NOTE: Are you using RSS? We just installed an upgrade to gallery at http://www.koransky.com/gallery/.  You can now subscribe to our new Gallery RSS feed!

While staying at Nomadic Research Labs, I made a reservation on the Alaska Marine Highway.  All three of us (Big Red [our roadway conveyance], Teresa, and I) were scheduled to board the M/V Malaspina on Aug 8th in Bellingham, WA at 6 pm, arriving in Haines, AK on Aug 12 at 2:45am.  (Nice pics of the boat are here.)  We picked this boat for two reasons.  First of all, the departure timeframe was perfect.  (Our arrival time-of-day, on the other hand, couldn’t be worse!)  Second, it was the smaller and slower boat.  (We wanted to take our time enjoying the Inside Passage of Canada and Alaska.)  We had originally considered cruises, but realized that the cruise experience wasn’t what we were after.  We wanted something “real,” and so it was.

We got to Bellingham ferry terminal at the scheduled time, a full three hours before departure.  A doggie or two were running round sniffing for drugs and bombs.  Since we had our tailgate open, the security officer instructed the dog to jump up into our truck bed and sniff around.  I’m sure he enjoyed the smells emanating out of our sleeping area. Regardless, we were glad they were there.  After a long wait, we did eventually put Big Red on the ferry.  The Coast Guard doesn’t allow you to stay in your car on the car deck due to safety reasons.  We didn’t have a cabin reservation, so we head up to set up our tent on upper deck.

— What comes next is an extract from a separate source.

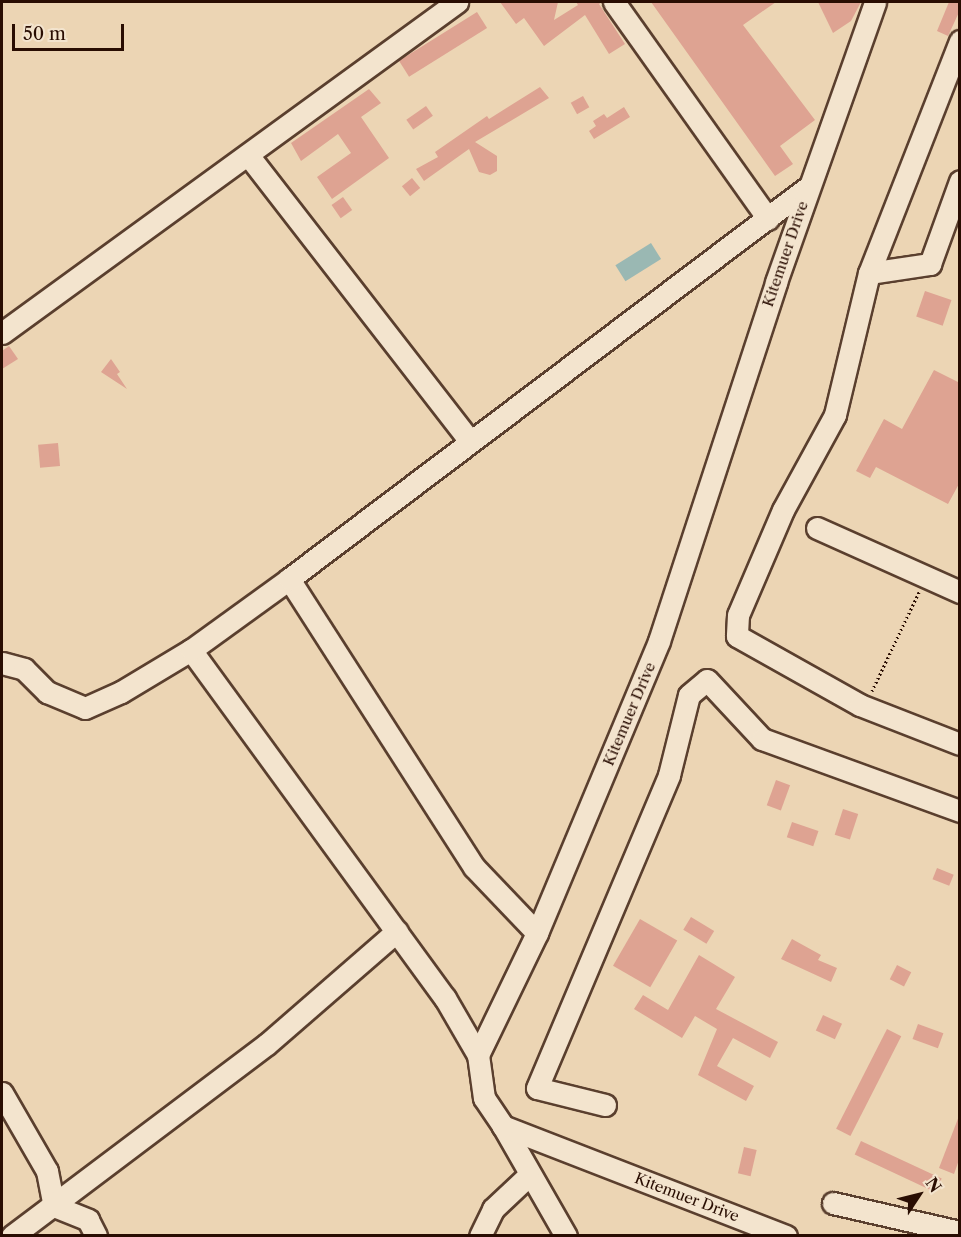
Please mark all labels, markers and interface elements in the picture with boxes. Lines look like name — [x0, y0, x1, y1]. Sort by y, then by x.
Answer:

Others already had set up their tent and/or settled into the reclining deck chairs under the windowed solarium cover.  Teresa and I were going to be celebrating our anniversary on August 10th onboard the Malaspina, so we weren’t really looking forward to the tent situation.

We stopped at the purser’s desk on-board and were waitlisted for a cabin.  But a few minutes later, we were in luck!  We got the last cabin available, and it was also the cheapest… inside, two berth, with facilities.  Translation: no window, a bunk bed (twin mattresses), and a shower, toilet, and sink.  It was very small, and quite expensive, but absolutely perfect for us, and far better than a tent on the upper deck.

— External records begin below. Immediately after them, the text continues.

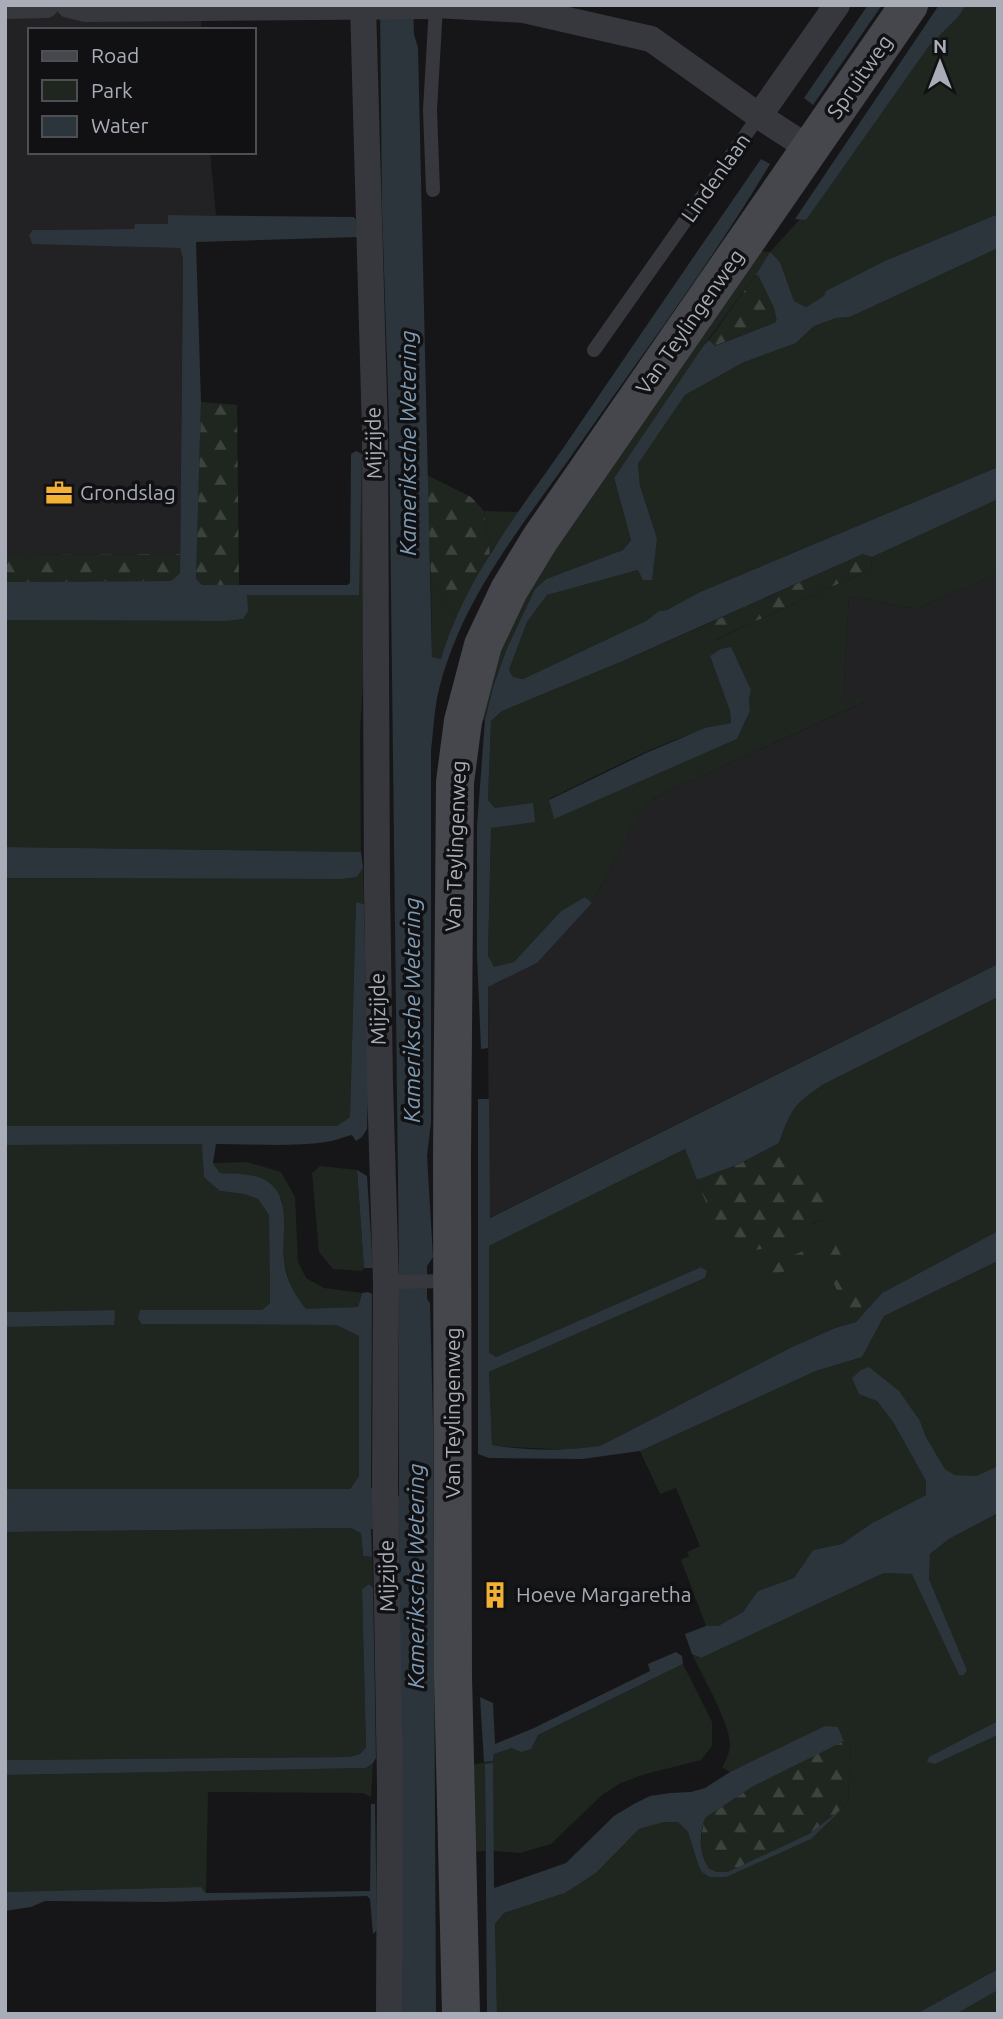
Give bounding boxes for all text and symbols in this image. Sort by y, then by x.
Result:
legend [28,28,256,154]
north arrow [905,28,975,98]
street label: Spruitweg [822,30,897,123]
text: N [933,35,947,57]
text: Road [91,43,139,67]
text: Park [91,78,133,102]
text: Water [91,113,149,137]
street label: Lindenlaan [676,128,754,226]
street label: Van Teylingenweg [630,244,748,398]
water label: Kameriksche Wetering [395,330,420,556]
street label: Mijzijde [360,407,386,479]
office icon: Grondslag [44,478,74,508]
place label: Grondslag [80,480,176,504]
street label: Van Teylingenweg [440,760,470,932]
water label: Kameriksche Wetering [399,897,424,1123]
street label: Mijzijde [364,973,390,1045]
street label: Van Teylingenweg [440,1327,464,1499]
water label: Kameriksche Wetering [403,1463,428,1689]
street label: Mijzijde [373,1540,399,1612]
building icon: Hoeve Margaretha [480,1580,510,1610]
place label: Hoeve Margaretha [516,1582,692,1606]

It is interesting to note that these are not private ferries.  The whole boat is run by the Alaska state government with no concessionaires in the mix.  The food served from their galley is ok… probably better than you’d find in school cafeterias, but not quite restaurant quality.  Some of the crew were typical government leeches who clearly found no joy in their jobs, but others were incredibly helpful and friendly.  The pursers, who act as a passenger liaison between crew and passenger, couldn’t have been any nicer.  There is actually entertainment on the ferry in the form of a uniformed US Forest Service interpreter from the Tongass National Forest office.  They showed a few nature video programs as well as some movies in the video lounge.  The captain also announced points of interest along the way and had a pretty good sense of humor especially when we came upon a unique wildlife sighting in Alaska: a flock of artic flamingos up in a tree.  The boat is quite large, with 4 accessible decks:  car deck, cabin deck (with cabins, kid’s play room, and aft lounge), boat deck (most services on this level are including a forward observation lounge, cocktail lounge, another area with desks/plugs [but no internet access], cafeteria, and gift shop), and solarium/bridge (including public showers and video lounge).

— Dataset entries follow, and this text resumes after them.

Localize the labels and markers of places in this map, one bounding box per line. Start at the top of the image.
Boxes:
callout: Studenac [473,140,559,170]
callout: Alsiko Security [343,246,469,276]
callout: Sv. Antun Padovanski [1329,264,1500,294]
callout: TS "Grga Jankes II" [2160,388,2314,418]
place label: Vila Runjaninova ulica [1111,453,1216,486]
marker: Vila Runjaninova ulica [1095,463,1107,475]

My only complaint?  The ferry stops were too short.  One stop was only 5 minutes!  Every now and then, we’d have three hours in a town if we were lucky.  I wanted to check out Juneau but our stop there was only for an hour and the ferry terminal was 15 miles away from the city.  Of course, the primary purpose of the ferry is transport, not tourism, so who can blame them?

The only towns we got to spend some significant time in were Ketchikan, Petersburg, and Sitka.  Our ferry also drove right past a tiny community in Canada called Klemtu, making the entire village’s day.  (They don’t see much traffic, ferry or otherwise!)  These Inside Passage towns are all accessible via sea or air, but not by interior roads.  Most of the communities are quite small, but Juneau, the state capital, has over 30,000 people.  These communities depend on imports arriving air and sea.  As a result, the cost of living is pretty high, and I can only imagine it going higher as fuel prices rise.  I actually wonder about the long term viability of these towns as sustainable communities over the next couple of years in the coming energy crunch.  Sure… some will survive, but they may be little more than subsistence fishing villages.

Sitka was probably our most interesting stop.  We had nearly three hours, and there was a tour bus waiting.  Normally, we like to explore on our own, but with such limited time, we were thankful to have a great 3 hour tour of Sitka, the former capital of Russian Alaska with a stop at Sitka National Historic Park.

We finally arrived in Haines at 2:45am to some ugly weather.  We hung out in Haines for 48 hours while we unwound from our ferry trip.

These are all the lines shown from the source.